__Collected data__:
- - - - -

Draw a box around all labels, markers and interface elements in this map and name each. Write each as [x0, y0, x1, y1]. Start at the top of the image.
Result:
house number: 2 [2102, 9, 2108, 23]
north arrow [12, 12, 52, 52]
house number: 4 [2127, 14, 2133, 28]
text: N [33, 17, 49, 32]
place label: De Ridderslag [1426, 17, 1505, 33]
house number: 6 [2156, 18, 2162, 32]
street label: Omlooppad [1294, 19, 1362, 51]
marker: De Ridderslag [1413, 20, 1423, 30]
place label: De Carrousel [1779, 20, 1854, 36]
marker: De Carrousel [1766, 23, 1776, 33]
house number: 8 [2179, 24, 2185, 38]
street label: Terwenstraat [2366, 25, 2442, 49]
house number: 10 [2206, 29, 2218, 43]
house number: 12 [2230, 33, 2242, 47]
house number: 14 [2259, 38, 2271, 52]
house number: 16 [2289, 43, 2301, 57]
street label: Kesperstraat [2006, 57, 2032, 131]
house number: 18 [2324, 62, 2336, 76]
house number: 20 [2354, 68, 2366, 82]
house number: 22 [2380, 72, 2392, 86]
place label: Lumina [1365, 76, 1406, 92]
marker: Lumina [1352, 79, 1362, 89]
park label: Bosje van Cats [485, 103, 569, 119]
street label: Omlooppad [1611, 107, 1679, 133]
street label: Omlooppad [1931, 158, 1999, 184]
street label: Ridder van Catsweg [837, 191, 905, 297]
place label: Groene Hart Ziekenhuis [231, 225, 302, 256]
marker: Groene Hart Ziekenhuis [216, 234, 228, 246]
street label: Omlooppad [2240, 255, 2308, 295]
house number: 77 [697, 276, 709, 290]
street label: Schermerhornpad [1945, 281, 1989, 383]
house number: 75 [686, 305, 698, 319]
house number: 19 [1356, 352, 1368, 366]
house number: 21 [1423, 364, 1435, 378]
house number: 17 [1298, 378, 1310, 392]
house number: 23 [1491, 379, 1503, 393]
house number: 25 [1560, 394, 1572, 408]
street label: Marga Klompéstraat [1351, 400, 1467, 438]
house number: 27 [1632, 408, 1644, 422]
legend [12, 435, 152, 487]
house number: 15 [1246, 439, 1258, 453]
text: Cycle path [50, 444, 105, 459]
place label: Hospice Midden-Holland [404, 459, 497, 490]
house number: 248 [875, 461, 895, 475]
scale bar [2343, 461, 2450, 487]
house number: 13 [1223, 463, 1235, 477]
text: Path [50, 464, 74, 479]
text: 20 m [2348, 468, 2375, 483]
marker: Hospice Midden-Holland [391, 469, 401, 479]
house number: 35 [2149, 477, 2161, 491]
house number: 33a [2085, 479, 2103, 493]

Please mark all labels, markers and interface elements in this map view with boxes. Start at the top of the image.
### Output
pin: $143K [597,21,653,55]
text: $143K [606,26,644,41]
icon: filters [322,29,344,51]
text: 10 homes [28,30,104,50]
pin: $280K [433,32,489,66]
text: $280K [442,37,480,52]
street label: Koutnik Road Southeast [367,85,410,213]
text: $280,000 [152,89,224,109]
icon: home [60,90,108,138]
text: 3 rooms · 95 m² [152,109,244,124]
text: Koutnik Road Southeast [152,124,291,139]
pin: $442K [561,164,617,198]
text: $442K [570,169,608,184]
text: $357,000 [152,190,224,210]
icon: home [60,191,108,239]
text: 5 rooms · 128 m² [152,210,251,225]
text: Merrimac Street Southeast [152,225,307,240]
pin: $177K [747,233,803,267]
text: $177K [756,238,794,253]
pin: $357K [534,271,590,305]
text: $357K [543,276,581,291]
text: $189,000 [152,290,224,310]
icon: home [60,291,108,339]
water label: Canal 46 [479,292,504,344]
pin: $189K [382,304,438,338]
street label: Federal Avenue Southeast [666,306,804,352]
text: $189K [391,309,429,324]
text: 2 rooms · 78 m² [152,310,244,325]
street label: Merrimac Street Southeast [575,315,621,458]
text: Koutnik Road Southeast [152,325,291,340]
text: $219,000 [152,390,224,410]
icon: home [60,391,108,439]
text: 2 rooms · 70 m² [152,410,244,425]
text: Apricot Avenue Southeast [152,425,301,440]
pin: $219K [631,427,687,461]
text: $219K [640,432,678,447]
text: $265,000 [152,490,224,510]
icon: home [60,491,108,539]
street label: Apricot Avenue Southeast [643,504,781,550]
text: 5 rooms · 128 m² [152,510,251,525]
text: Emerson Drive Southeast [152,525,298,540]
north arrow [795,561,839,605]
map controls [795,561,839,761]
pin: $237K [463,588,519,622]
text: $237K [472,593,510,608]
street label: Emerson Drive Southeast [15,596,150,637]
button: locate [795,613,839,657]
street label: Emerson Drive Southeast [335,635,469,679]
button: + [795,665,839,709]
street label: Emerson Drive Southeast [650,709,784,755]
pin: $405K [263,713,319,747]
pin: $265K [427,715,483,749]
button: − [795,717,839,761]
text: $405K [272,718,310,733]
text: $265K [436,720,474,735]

- - - - -

__The task__: The answer must consist of every line from the entries above that contains "place".

__Answer below__:
place label: De Ridderslag [1426, 17, 1505, 33]
place label: De Carrousel [1779, 20, 1854, 36]
place label: Lumina [1365, 76, 1406, 92]
place label: Groene Hart Ziekenhuis [231, 225, 302, 256]
place label: Hospice Midden-Holland [404, 459, 497, 490]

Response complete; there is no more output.